**What to work on**
Show every line of the data that includes the word "function".

Stored data entries
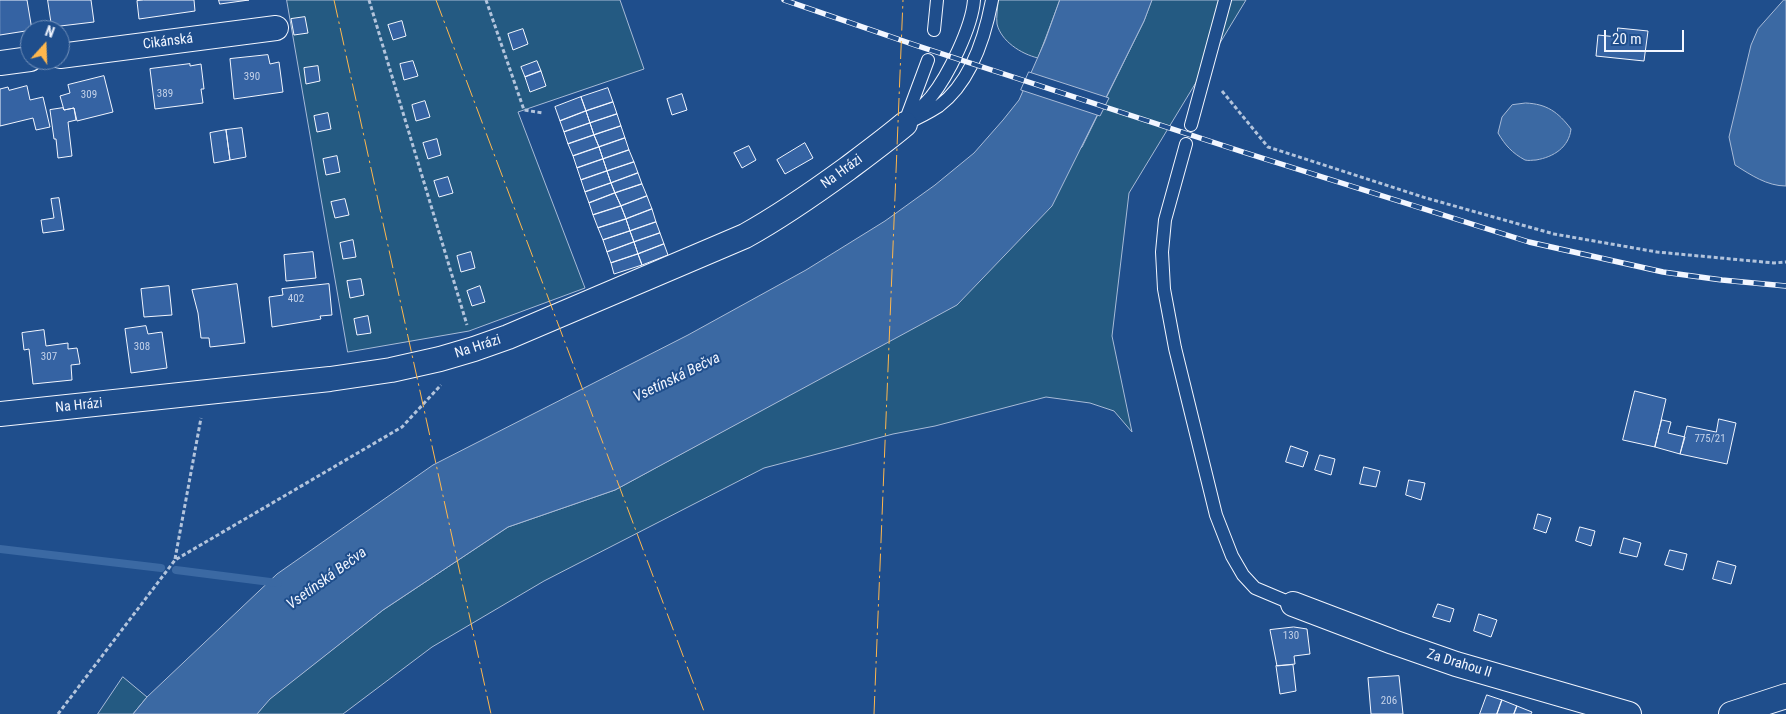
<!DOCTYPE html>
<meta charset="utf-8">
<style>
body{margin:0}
#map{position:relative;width:1786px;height:714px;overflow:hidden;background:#1f4e8c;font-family:"Roboto Condensed",sans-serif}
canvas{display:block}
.north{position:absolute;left:20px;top:20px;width:50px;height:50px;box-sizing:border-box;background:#1f4e8c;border:1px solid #7391ba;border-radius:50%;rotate:20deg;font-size:14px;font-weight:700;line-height:20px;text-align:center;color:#f2f6ff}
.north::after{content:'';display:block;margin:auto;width:18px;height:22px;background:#ffb74d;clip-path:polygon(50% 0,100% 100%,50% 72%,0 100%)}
.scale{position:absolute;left:1604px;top:30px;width:80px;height:22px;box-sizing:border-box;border:2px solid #f2f6ff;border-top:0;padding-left:6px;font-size:15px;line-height:18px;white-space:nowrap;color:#f2f6ff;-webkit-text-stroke:4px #1f4e8c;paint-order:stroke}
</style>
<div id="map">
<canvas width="1786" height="714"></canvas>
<div class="north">N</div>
<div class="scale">20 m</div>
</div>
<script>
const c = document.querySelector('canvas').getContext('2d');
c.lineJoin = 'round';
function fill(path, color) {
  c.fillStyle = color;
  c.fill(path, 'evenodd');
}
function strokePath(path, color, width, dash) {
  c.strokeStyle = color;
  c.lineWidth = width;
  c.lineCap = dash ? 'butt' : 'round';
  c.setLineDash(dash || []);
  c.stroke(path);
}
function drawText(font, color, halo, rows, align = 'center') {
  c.font = font + ' "Roboto Condensed",sans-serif';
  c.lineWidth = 4;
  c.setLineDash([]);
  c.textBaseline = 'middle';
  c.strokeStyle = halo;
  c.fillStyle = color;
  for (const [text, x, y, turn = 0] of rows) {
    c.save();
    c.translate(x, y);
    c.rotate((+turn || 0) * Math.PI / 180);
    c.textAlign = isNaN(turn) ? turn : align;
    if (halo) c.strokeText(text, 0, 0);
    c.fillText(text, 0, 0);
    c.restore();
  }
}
const green = new Path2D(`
 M287 0H620L644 69 518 112 585 288 469 331 348 352Z
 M998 0H1060L1038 58C1021 54 1001 41 997 24 996 17 998 7 998 0Z
 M1152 0H1246L1129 193 1112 336 1132 432 1114 411 1090 403 1046 397 935 426 893 434 764 468 544 581 432 647 343 714H257L269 699 383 610 508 527 615 490 813 382 1082 147 1144 21Z
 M123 677 147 697 133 714H98Z`);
fill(green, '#245a82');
strokePath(green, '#a8bbd7', 1);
const water = new Path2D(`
 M1060 0H1152L1144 21 1052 206 957 305 615 490 508 527 383 610 270 699 257 714H133L147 697 277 574 433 465 688 335 806 270 885 221 935 185 974 153 1003 120 1019 100 1045 41Z
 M1784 0H1786V186C1767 186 1751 175 1735 165L1729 137 1751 45 1758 29Z
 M1526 103C1547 104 1558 112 1571 129 1569 147 1554 157 1536 160 1532 160 1529 161 1525 160 1512 153 1505 145 1498 133L1502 117 1512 105Z`);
fill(water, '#3b69a3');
strokePath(water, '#a8bbd7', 1);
const pier = new Path2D(`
 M1029 72 1109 98 1100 116 1021 90Z`);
fill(pier, '#1f4e8c');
strokePath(pier, '#a8bbd7', 1);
strokePath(new Path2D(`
 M0 549 161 568
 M176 570 278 583`), '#3b69a3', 8);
const building = new Path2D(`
 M0 0H27L32 30 0 35Z
 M48 0H91L94 22 52 27Z
 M144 0H194L195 11 139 19 137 1Z
 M219 0H249L220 4Z
 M305 17 308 33 294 35 291 19Z
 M402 21 406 36 393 40 388 25Z
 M1618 28 1648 31 1644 61 1596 56 1598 35 1617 37Z
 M523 29 528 44 513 50 508 34Z
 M268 55 270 64 279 62 283 92 234 99 230 59Z
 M413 61 418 76 404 80 400 64Z
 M537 61 541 71 525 77 521 67Z
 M190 64V66L201 64 204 89H201L203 103 155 109 150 69Z
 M318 66 320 81 306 84 304 68Z
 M541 71 546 86 530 92 525 77Z
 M104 76 113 112 77 121 74 108 64 110 60 96 70 93 68 85Z
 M27 86 30 100 43 97 50 127 36 130 33 118 0 126V89L8 87 9 90Z
 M608 88 613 102 586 111 581 97Z
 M682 94 687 110 672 115 667 99Z
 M581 97 586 111 560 121 555 107Z
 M425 101 430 117 416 121 412 105Z
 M613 102 617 114 590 123 586 111Z
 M63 108 64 110 74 108 76 120 68 122 72 156 58 158 56 139H54L50 110Z
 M586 111 590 123 564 132 560 121Z
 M328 113 331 129 317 132 314 116Z
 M617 114 621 126 594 135 590 123Z
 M590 123 594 135 568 144 564 132Z
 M621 126 625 138 599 147 594 135Z
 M242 128 246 157 230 160 226 130Z
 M226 130 230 160 214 163 210 133Z
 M594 135 599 147 573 156 568 144Z
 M625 138 629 150 603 159 599 147Z
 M437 139 441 155 428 159 423 143Z
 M805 143 813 158 785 174 777 160Z
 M749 146 756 160 742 168 734 153Z
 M599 147 603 159 577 168 573 156Z
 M629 150 634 162 607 171 603 159Z
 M337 156 340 172 326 175 323 159Z
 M603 159 607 171 581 180 577 168Z
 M634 162 638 173 611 183 607 171Z
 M607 171 611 183 585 192 581 180Z
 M638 173 642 184 615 193 611 183Z
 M448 177 453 193 439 197 434 181Z
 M611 183 615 193 589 203 585 192Z
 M642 184 647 196 621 206 615 193Z
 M615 193 621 206 593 215 589 203Z
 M647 196 652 209 626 219 621 206Z
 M59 198 64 230 43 233 41 220 54 218 51 199Z
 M345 199 349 215 335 218 331 202Z
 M621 206 626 219 598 228 593 215Z
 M652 209 656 222 630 231 626 219Z
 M626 219 630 231 603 240 598 228Z
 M656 222 660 233 634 242 630 231Z
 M630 231 634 242 607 252 603 240Z
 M660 233 664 244 638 254 634 242Z
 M353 240 356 257 343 259 340 243Z
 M634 242 638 254 611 263 607 252Z
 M664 244 668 255 642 265 638 254Z
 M313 252 316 278 286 281 284 255Z
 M471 252 475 268 461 272 457 256Z
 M638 254 642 265 614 274 611 263Z
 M361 279 364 295 350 298 347 281Z
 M237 284 245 343 210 347 209 338H201L198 313 192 290Z
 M329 284 332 315 320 316 321 319 309 321 272 327 269 297 283 295 282 289Z
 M169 286 172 315 144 317 141 289Z
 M480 286 485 302 472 306 467 291Z
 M368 316 371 333 357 335 354 319Z
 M146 326 148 334 162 332 167 368 131 373 125 329Z
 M44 330 46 346 68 343V349L77 348 80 364 71 365 72 380 33 384 29 349 24 350 22 333Z
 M1635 391 1666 399 1655 447 1623 440Z
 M1719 419 1736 423 1727 464 1680 454 1687 426 1716 432Z
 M1662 420 1671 422 1668 433 1685 437 1680 454 1655 447Z
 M1291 446 1308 452 1303 467 1286 462Z
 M1320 455 1335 459 1331 475 1315 470Z
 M1364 467 1380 471 1376 487 1360 484Z
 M1409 480 1425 483 1421 500 1406 495Z
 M1538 514 1551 518 1546 533 1534 529Z
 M1580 527 1595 531 1591 546 1576 541Z
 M1624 538 1641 543 1637 557 1620 553Z
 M1670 550 1687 554 1683 570 1665 565Z
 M1718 561 1736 566 1731 584 1713 579Z
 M1438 604 1454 609 1450 622 1433 617Z
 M1479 614 1497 620 1491 637 1474 631Z
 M1294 627 1307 629 1310 654 1294 656 1295 664 1277 666 1270 630Z
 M1293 665 1296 691 1280 694 1276 666Z
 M1399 676 1403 714H1371L1368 678Z
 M1487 695 1502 700 1497 714H1480Z
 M1502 700 1517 706 1514 714H1497Z
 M1517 706 1532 712 1531 714H1514Z`);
fill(building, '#3563a3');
strokePath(building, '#f2f6ff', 1);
const service = new Path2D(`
 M934 30 937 0
 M912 117C918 110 925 104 931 97 948 76 972 27 974 0
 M906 119 928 60
 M905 124C916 119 928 113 939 106 971 82 985 37 992 0
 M1191 125 1225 0
 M1186 144 1165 220 1162 252 1164 289 1175 348 1216 515 1232 556 1243 575 1255 588 1293 604`);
const minor = new Path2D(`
 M60 56 276 28
 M0 63 30 59
 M0 414 330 379 391 370 440 359 474 349 508 337 745 236C781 216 814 193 847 169 867 154 886 140 905 124
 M1293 604 1393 642 1456 664 1629 714
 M1731 714 1786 696`);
strokePath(service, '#f2f6ff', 14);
strokePath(minor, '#f2f6ff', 26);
strokePath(new Path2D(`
 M369 0 467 325
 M486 0 524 110 543 113
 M1222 91 1268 147 1426 198 1554 234 1657 252 1774 263 1786 262
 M175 559 201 418
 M58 714 175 560 402 427 441 385`), '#b3c4dc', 3, [4, 2.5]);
strokePath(service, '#1f4e8c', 12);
strokePath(minor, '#1f4e8c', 24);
const rail = new Path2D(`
 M784 0 915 45 1243 152 1529 242 1663 272 1722 280 1786 286`);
strokePath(rail, '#f2f6ff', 5.5);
strokePath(rail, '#1f4e8c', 4, [11]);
strokePath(new Path2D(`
 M334 0 491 714
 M436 0 705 714
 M874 714 903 0`), '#ffb74d', 1, [18, 4, 2.5, 4]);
drawText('11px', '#c3d1e8', null, [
 ["390",252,77],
 ["389",165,94],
 ["309",89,95],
 ["402",296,299],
 ["308",142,347],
 ["307",49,357],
 ["775/21",1710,439],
 ["130",1291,636],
 ["206",1389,701]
]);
drawText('14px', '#f2f6ff', '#1f4e8c', [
 ["Cikánská",168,42,-7],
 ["Na Hrázi",842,172,-36],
 ["Na Hrázi",478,347,-18],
 ["Na Hrázi",79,406,-6],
 ["Za Drahou II",1459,664,17]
]);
drawText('italic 15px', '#f2f6ff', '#1f4e8c', [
 ["Vsetínská Bečva",677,378,-26],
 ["Vsetínská Bečva",327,579,-36]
]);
</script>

**Answer for the task**
function fill(path, color) {
function strokePath(path, color, width, dash) {
function drawText(font, color, halo, rows, align = 'center') {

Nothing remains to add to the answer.